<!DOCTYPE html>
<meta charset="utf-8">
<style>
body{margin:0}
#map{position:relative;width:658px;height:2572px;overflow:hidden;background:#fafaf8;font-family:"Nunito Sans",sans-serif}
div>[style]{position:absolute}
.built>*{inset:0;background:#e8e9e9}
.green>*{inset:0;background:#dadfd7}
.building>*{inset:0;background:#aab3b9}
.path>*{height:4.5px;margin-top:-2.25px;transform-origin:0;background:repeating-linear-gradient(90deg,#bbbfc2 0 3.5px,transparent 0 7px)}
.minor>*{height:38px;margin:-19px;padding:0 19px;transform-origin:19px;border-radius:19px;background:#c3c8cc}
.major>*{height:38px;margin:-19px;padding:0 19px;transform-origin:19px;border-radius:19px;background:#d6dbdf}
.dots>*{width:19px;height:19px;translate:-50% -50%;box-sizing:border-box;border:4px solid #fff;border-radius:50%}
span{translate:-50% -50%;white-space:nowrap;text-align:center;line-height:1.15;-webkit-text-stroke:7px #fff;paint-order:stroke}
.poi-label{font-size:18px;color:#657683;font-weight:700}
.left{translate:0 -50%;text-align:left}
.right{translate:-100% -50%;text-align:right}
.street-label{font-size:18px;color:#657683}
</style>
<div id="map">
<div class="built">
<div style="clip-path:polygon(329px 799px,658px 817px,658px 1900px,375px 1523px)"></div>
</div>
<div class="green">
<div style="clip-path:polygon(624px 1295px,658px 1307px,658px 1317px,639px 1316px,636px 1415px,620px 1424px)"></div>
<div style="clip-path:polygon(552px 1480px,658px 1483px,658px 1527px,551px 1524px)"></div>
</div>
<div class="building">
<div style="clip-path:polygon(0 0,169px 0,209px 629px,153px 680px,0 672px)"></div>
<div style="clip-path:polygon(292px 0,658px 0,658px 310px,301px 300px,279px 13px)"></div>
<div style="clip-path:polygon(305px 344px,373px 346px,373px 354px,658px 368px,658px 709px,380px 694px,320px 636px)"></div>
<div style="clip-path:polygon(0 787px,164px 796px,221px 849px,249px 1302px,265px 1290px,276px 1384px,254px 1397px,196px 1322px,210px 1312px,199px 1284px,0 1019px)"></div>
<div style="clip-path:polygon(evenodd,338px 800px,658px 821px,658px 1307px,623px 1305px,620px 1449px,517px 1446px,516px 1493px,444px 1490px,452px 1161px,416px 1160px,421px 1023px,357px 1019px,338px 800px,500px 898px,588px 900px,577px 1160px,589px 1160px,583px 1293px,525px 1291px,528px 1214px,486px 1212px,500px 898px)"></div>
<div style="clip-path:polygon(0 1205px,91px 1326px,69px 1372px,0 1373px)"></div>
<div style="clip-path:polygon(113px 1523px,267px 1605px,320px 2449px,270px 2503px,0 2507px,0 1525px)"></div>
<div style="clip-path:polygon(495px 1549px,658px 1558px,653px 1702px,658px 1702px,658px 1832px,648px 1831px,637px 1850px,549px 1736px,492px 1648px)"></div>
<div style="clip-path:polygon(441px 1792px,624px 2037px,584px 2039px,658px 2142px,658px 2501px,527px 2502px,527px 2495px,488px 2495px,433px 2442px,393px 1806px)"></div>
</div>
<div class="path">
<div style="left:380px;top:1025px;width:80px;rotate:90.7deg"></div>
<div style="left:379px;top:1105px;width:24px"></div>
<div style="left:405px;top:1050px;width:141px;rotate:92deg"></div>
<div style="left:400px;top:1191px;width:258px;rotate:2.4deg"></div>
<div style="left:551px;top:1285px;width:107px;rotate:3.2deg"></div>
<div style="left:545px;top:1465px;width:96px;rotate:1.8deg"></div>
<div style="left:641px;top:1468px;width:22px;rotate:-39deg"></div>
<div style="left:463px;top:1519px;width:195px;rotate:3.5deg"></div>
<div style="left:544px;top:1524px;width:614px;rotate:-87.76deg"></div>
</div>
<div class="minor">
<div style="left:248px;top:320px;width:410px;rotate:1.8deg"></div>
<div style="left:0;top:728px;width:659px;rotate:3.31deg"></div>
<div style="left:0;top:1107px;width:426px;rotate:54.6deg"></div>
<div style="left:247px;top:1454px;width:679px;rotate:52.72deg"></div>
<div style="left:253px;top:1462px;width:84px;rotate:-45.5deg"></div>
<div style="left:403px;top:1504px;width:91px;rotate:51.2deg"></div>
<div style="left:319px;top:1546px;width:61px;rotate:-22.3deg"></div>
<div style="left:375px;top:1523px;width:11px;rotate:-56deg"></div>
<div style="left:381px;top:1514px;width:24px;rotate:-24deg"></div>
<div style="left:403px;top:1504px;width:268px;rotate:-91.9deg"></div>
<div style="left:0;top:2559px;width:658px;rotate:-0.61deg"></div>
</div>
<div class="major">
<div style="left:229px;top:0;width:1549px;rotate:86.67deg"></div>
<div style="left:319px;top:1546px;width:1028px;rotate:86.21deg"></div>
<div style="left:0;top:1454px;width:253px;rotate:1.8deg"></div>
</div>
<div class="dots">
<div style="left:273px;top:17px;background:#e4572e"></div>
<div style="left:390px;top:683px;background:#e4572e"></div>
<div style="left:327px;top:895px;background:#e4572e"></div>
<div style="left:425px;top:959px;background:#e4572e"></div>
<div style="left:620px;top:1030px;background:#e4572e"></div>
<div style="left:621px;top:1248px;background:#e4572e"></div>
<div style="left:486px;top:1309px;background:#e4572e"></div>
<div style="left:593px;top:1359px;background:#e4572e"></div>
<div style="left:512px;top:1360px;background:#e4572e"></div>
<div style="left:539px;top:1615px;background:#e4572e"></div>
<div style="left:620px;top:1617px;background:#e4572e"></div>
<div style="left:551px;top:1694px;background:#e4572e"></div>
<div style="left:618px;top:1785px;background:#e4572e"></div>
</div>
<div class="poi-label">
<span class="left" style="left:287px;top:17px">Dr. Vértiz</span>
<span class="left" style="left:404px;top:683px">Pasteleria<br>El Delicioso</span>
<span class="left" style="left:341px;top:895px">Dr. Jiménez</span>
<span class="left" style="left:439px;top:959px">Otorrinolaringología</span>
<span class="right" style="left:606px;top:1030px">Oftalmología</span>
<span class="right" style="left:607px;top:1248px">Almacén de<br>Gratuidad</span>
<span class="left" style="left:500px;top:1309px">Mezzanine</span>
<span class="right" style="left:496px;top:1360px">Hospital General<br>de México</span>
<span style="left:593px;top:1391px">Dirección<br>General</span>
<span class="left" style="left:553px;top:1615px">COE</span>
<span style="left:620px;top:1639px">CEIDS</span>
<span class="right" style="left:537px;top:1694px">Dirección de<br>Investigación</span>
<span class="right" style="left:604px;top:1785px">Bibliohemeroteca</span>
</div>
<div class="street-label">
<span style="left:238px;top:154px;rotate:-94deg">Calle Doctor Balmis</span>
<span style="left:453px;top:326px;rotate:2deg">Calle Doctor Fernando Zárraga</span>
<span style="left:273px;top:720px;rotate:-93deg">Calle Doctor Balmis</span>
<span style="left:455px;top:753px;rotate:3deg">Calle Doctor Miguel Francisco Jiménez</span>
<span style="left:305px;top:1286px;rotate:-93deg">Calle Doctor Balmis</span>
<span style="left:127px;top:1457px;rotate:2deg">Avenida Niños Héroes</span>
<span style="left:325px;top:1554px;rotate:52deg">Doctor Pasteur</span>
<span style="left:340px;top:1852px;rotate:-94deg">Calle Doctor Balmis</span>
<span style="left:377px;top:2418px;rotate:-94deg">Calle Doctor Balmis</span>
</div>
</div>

-=-=-

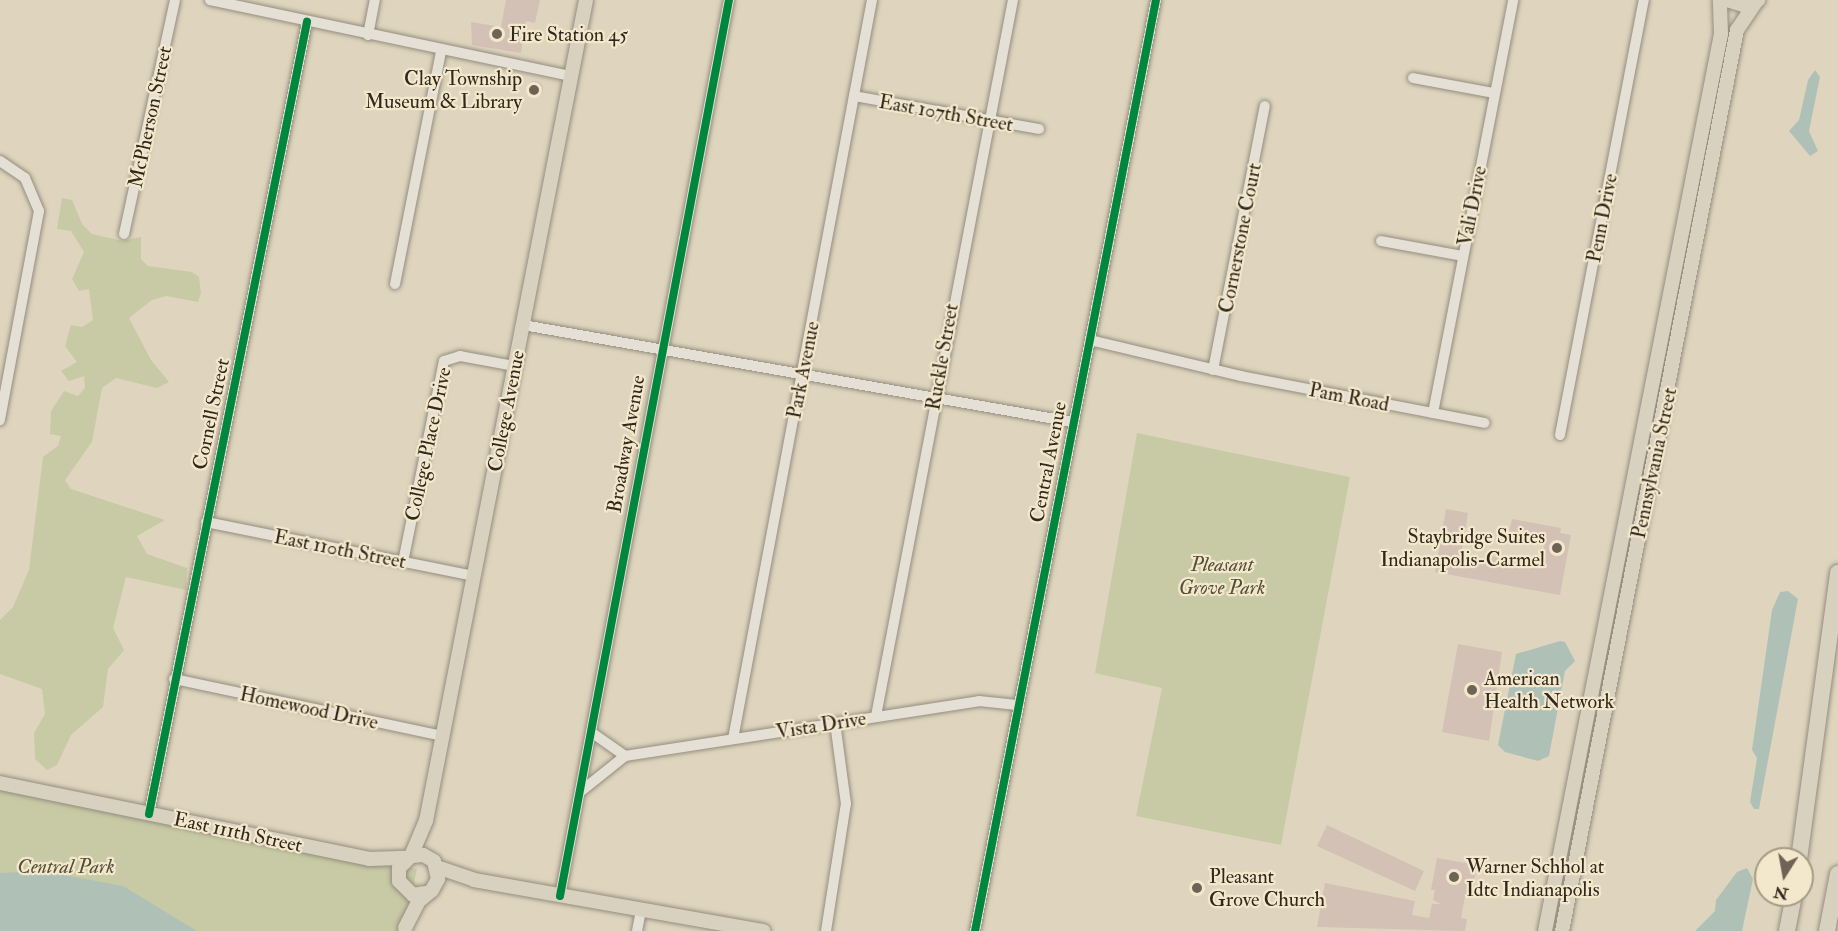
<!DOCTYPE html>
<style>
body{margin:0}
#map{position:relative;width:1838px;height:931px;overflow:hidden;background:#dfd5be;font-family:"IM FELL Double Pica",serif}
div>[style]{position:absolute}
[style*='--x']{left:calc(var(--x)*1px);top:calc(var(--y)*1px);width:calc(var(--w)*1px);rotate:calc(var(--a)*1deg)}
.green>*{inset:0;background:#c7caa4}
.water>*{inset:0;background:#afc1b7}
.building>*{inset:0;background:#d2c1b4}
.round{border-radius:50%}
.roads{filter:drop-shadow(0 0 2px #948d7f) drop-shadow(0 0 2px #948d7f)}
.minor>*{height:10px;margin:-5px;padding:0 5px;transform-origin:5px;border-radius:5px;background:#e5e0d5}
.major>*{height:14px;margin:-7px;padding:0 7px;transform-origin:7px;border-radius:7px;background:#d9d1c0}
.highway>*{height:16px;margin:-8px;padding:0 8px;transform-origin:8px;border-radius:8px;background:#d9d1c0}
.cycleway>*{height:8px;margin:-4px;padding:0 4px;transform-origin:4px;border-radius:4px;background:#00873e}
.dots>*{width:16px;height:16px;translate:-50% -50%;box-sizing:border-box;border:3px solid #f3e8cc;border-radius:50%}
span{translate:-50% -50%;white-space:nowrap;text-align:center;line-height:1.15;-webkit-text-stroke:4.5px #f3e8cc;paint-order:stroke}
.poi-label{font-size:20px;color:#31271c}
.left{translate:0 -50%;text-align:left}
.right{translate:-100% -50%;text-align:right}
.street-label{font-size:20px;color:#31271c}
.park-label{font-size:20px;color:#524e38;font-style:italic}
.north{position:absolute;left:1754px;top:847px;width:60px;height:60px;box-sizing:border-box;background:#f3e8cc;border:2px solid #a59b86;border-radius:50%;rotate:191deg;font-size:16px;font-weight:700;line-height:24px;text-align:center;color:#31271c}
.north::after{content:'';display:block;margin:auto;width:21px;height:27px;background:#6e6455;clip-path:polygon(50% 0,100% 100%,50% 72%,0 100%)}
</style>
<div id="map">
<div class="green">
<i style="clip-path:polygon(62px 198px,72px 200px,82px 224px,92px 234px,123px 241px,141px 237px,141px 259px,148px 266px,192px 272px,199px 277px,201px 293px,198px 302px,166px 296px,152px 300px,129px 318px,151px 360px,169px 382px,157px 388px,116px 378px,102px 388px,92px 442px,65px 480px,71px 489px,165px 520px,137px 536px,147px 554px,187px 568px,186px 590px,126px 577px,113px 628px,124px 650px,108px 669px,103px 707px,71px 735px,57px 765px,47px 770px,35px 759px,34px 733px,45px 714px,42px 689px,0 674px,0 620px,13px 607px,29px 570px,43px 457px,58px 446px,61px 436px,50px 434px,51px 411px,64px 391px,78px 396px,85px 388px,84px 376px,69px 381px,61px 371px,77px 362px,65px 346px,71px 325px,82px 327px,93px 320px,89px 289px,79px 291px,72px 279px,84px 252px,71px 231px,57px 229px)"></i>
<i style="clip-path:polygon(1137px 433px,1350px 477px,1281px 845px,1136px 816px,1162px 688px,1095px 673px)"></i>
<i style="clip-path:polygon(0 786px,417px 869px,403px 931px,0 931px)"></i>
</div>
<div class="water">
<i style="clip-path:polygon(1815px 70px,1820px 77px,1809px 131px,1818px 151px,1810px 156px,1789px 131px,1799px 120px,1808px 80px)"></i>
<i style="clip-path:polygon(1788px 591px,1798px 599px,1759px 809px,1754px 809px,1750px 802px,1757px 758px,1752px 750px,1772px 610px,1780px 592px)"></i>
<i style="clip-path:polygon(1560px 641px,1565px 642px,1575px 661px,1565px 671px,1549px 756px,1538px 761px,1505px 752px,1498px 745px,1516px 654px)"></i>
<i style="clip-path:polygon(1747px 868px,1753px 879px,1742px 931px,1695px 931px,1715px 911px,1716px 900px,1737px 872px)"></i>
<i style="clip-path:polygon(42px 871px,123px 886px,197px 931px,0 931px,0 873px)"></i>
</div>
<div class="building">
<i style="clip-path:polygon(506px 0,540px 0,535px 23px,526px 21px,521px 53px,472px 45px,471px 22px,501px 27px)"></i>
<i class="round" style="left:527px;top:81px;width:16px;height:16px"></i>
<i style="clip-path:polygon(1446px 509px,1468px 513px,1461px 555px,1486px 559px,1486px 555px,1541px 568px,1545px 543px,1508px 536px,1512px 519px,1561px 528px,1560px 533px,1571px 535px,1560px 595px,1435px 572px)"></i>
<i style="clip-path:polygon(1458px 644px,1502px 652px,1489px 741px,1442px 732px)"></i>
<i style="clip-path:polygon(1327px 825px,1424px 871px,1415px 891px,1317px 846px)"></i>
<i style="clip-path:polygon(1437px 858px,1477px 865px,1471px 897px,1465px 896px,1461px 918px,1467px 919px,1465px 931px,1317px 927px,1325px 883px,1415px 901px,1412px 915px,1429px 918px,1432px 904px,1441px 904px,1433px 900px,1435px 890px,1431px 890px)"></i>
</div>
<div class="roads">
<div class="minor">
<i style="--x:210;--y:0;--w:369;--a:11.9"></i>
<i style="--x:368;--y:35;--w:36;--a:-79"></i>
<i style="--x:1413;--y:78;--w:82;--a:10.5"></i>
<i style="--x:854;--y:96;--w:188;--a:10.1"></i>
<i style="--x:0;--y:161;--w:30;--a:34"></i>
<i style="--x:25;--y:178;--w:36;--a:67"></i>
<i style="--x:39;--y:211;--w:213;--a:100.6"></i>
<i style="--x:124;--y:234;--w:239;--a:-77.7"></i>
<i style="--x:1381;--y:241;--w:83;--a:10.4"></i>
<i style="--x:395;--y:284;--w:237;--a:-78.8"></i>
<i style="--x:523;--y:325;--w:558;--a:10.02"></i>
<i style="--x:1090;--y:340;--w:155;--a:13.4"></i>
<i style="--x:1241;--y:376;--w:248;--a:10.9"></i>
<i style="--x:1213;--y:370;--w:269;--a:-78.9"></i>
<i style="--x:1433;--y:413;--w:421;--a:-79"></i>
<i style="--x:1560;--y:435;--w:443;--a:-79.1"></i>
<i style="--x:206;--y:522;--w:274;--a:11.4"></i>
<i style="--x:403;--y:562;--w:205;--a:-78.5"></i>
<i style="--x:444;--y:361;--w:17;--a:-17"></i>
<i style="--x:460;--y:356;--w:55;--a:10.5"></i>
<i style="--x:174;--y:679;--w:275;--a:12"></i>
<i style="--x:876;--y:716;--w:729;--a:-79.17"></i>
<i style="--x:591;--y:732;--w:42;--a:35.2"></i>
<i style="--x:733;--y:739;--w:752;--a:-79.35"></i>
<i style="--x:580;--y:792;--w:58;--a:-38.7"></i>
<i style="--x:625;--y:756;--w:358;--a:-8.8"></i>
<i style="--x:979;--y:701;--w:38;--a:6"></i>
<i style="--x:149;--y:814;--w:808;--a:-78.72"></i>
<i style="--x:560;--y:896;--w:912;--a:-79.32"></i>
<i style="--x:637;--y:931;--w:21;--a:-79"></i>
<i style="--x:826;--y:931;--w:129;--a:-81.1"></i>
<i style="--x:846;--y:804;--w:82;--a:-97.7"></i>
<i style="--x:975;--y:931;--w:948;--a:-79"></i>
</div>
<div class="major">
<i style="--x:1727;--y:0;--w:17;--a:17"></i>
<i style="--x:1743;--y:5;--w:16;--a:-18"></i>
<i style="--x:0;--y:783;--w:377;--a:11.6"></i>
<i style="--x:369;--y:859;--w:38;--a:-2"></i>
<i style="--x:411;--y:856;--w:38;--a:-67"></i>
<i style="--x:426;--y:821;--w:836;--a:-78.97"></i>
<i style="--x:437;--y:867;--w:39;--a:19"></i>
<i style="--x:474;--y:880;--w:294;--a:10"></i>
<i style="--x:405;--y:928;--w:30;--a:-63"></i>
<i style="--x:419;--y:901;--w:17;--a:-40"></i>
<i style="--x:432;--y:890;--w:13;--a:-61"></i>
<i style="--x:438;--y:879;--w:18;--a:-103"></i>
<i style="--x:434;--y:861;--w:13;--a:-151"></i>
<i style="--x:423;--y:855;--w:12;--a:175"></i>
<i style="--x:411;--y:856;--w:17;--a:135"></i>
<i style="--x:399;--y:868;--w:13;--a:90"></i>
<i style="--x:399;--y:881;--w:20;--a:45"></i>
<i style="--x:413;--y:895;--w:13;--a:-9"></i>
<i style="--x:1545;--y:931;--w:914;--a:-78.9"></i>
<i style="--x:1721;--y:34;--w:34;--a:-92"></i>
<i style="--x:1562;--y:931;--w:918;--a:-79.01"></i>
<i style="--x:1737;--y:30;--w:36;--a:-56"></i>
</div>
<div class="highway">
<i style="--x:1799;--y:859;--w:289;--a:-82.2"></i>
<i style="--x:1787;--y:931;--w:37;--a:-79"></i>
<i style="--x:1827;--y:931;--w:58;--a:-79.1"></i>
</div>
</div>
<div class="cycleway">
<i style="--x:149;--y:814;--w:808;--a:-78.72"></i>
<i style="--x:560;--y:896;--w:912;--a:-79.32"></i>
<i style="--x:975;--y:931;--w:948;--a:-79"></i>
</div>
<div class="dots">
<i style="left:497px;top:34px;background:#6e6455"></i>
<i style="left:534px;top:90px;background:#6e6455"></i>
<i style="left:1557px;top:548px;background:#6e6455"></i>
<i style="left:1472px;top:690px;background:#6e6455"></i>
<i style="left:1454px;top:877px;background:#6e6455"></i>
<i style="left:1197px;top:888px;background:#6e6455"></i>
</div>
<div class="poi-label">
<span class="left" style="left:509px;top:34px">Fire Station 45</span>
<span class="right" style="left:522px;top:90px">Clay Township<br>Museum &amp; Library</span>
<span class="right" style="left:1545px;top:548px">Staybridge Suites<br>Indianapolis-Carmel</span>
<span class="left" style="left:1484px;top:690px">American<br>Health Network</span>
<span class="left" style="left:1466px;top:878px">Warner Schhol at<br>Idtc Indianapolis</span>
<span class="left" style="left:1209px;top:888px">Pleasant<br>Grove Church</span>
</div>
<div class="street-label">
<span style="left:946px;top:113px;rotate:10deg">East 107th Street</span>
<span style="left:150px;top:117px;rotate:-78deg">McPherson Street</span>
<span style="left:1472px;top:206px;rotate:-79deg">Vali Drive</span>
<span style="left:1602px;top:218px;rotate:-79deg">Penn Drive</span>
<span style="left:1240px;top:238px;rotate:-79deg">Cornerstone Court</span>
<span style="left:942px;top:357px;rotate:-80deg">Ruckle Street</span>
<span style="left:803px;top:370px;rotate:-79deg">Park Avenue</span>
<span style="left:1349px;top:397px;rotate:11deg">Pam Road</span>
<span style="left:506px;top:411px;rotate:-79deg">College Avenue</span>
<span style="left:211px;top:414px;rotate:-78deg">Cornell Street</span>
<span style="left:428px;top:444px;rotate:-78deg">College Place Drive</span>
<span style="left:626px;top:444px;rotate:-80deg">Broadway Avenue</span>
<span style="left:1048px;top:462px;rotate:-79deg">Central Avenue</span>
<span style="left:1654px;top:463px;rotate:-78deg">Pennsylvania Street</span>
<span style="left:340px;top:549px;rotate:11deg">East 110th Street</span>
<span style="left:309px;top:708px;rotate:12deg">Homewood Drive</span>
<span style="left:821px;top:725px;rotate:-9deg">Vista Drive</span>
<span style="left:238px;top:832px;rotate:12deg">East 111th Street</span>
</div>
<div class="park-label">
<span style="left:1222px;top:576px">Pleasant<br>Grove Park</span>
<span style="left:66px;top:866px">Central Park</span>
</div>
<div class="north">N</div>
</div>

-=-=-

_What you have to do:_ Copy the lines of the entries above that mention "family".

_Result:_
#map{position:relative;width:658px;height:2572px;overflow:hidden;background:#fafaf8;font-family:"Nunito Sans",sans-serif}
#map{position:relative;width:1838px;height:931px;overflow:hidden;background:#dfd5be;font-family:"IM FELL Double Pica",serif}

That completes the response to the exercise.